### INPUT DATA

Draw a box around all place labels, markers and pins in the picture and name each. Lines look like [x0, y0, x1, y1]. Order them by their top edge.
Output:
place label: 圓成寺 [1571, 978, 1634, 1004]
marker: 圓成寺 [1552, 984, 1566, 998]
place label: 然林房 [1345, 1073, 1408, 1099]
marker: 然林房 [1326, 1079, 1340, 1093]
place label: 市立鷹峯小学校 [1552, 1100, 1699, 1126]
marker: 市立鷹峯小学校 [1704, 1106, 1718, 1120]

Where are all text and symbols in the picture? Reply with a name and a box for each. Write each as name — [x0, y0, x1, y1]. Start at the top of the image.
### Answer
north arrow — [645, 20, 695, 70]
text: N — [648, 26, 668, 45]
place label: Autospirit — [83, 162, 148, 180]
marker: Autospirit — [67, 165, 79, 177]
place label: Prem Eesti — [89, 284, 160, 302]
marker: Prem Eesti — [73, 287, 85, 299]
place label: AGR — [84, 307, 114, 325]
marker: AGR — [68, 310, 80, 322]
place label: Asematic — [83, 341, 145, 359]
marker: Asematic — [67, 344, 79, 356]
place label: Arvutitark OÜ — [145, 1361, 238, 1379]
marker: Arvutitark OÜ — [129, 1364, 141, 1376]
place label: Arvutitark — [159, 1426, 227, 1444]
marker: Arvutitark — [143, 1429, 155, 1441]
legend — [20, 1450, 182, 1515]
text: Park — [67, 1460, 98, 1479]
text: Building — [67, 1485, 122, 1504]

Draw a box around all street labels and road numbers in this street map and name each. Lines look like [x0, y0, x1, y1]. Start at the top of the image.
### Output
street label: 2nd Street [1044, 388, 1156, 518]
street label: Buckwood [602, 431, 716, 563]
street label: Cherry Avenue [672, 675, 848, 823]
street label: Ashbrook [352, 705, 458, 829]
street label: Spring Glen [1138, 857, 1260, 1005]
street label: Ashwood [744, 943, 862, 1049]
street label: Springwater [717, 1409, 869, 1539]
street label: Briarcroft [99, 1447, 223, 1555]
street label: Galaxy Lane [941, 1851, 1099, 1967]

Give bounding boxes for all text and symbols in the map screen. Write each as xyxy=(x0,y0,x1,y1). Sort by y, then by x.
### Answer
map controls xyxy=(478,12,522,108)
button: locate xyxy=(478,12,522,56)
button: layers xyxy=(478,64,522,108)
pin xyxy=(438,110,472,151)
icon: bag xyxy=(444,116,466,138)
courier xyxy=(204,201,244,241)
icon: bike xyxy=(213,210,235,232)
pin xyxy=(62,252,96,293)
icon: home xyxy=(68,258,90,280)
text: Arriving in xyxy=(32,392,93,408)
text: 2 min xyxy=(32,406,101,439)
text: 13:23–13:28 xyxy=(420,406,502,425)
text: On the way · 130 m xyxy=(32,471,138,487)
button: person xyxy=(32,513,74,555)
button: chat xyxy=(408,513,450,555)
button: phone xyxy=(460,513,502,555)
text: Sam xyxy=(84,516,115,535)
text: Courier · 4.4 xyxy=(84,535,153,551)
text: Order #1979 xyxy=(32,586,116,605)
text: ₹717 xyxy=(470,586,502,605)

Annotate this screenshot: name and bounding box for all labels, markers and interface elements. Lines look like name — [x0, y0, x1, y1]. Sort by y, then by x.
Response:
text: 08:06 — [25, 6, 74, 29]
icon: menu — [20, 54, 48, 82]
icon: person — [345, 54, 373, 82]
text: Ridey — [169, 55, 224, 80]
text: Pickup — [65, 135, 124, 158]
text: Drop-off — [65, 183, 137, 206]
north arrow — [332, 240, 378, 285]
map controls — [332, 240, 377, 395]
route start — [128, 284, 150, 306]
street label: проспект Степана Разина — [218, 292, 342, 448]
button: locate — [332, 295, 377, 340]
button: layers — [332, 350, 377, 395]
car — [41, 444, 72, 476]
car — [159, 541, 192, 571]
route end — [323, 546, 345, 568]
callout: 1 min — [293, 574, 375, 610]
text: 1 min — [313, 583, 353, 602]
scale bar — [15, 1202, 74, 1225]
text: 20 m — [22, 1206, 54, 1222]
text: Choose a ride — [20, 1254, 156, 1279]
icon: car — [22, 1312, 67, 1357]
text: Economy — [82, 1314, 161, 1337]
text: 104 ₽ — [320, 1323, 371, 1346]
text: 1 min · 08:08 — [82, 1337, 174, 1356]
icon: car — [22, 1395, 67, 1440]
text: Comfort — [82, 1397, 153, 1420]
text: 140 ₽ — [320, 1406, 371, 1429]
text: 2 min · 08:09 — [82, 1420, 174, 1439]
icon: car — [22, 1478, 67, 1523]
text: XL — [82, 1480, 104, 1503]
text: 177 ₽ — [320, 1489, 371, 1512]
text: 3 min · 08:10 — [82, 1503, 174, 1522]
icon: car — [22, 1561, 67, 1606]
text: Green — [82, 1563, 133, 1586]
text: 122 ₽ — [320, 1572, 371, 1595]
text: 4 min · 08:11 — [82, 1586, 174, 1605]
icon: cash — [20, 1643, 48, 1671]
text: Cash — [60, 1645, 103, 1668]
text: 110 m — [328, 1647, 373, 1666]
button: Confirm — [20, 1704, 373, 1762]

### WHAT IS EXPECTED
Please return the material above exactly as written.

### ANSWER AREA
Draw a box around all place labels, markers and pins in the picture and name each. Lines look like [x0, y0, x1, y1]. Order them by their top edge.
Output:
place label: 圓成寺 [1571, 978, 1634, 1004]
marker: 圓成寺 [1552, 984, 1566, 998]
place label: 然林房 [1345, 1073, 1408, 1099]
marker: 然林房 [1326, 1079, 1340, 1093]
place label: 市立鷹峯小学校 [1552, 1100, 1699, 1126]
marker: 市立鷹峯小学校 [1704, 1106, 1718, 1120]

Where are all text and symbols in the picture? Reply with a name and a box for each. Write each as name — [x0, y0, x1, y1]. Start at the top of the image.
### Answer
north arrow — [645, 20, 695, 70]
text: N — [648, 26, 668, 45]
place label: Autospirit — [83, 162, 148, 180]
marker: Autospirit — [67, 165, 79, 177]
place label: Prem Eesti — [89, 284, 160, 302]
marker: Prem Eesti — [73, 287, 85, 299]
place label: AGR — [84, 307, 114, 325]
marker: AGR — [68, 310, 80, 322]
place label: Asematic — [83, 341, 145, 359]
marker: Asematic — [67, 344, 79, 356]
place label: Arvutitark OÜ — [145, 1361, 238, 1379]
marker: Arvutitark OÜ — [129, 1364, 141, 1376]
place label: Arvutitark — [159, 1426, 227, 1444]
marker: Arvutitark — [143, 1429, 155, 1441]
legend — [20, 1450, 182, 1515]
text: Park — [67, 1460, 98, 1479]
text: Building — [67, 1485, 122, 1504]

Draw a box around all street labels and road numbers in this street map and name each. Lines look like [x0, y0, x1, y1]. Start at the top of the image.
### Output
street label: 2nd Street [1044, 388, 1156, 518]
street label: Buckwood [602, 431, 716, 563]
street label: Cherry Avenue [672, 675, 848, 823]
street label: Ashbrook [352, 705, 458, 829]
street label: Spring Glen [1138, 857, 1260, 1005]
street label: Ashwood [744, 943, 862, 1049]
street label: Springwater [717, 1409, 869, 1539]
street label: Briarcroft [99, 1447, 223, 1555]
street label: Galaxy Lane [941, 1851, 1099, 1967]

Give bounding boxes for all text and symbols in the map screen. Write each as xyxy=(x0,y0,x1,y1). Sort by y, then by x.
### Answer
map controls xyxy=(478,12,522,108)
button: locate xyxy=(478,12,522,56)
button: layers xyxy=(478,64,522,108)
pin xyxy=(438,110,472,151)
icon: bag xyxy=(444,116,466,138)
courier xyxy=(204,201,244,241)
icon: bike xyxy=(213,210,235,232)
pin xyxy=(62,252,96,293)
icon: home xyxy=(68,258,90,280)
text: Arriving in xyxy=(32,392,93,408)
text: 2 min xyxy=(32,406,101,439)
text: 13:23–13:28 xyxy=(420,406,502,425)
text: On the way · 130 m xyxy=(32,471,138,487)
button: person xyxy=(32,513,74,555)
button: chat xyxy=(408,513,450,555)
button: phone xyxy=(460,513,502,555)
text: Sam xyxy=(84,516,115,535)
text: Courier · 4.4 xyxy=(84,535,153,551)
text: Order #1979 xyxy=(32,586,116,605)
text: ₹717 xyxy=(470,586,502,605)

Annotate this screenshot: name and bounding box for all labels, markers and interface elements. Lines look like name — [x0, y0, x1, y1]. Sort by y, then by x.
Response:
text: 08:06 — [25, 6, 74, 29]
icon: menu — [20, 54, 48, 82]
icon: person — [345, 54, 373, 82]
text: Ridey — [169, 55, 224, 80]
text: Pickup — [65, 135, 124, 158]
text: Drop-off — [65, 183, 137, 206]
north arrow — [332, 240, 378, 285]
map controls — [332, 240, 377, 395]
route start — [128, 284, 150, 306]
street label: проспект Степана Разина — [218, 292, 342, 448]
button: locate — [332, 295, 377, 340]
button: layers — [332, 350, 377, 395]
car — [41, 444, 72, 476]
car — [159, 541, 192, 571]
route end — [323, 546, 345, 568]
callout: 1 min — [293, 574, 375, 610]
text: 1 min — [313, 583, 353, 602]
scale bar — [15, 1202, 74, 1225]
text: 20 m — [22, 1206, 54, 1222]
text: Choose a ride — [20, 1254, 156, 1279]
icon: car — [22, 1312, 67, 1357]
text: Economy — [82, 1314, 161, 1337]
text: 104 ₽ — [320, 1323, 371, 1346]
text: 1 min · 08:08 — [82, 1337, 174, 1356]
icon: car — [22, 1395, 67, 1440]
text: Comfort — [82, 1397, 153, 1420]
text: 140 ₽ — [320, 1406, 371, 1429]
text: 2 min · 08:09 — [82, 1420, 174, 1439]
icon: car — [22, 1478, 67, 1523]
text: XL — [82, 1480, 104, 1503]
text: 177 ₽ — [320, 1489, 371, 1512]
text: 3 min · 08:10 — [82, 1503, 174, 1522]
icon: car — [22, 1561, 67, 1606]
text: Green — [82, 1563, 133, 1586]
text: 122 ₽ — [320, 1572, 371, 1595]
text: 4 min · 08:11 — [82, 1586, 174, 1605]
icon: cash — [20, 1643, 48, 1671]
text: Cash — [60, 1645, 103, 1668]
text: 110 m — [328, 1647, 373, 1666]
button: Confirm — [20, 1704, 373, 1762]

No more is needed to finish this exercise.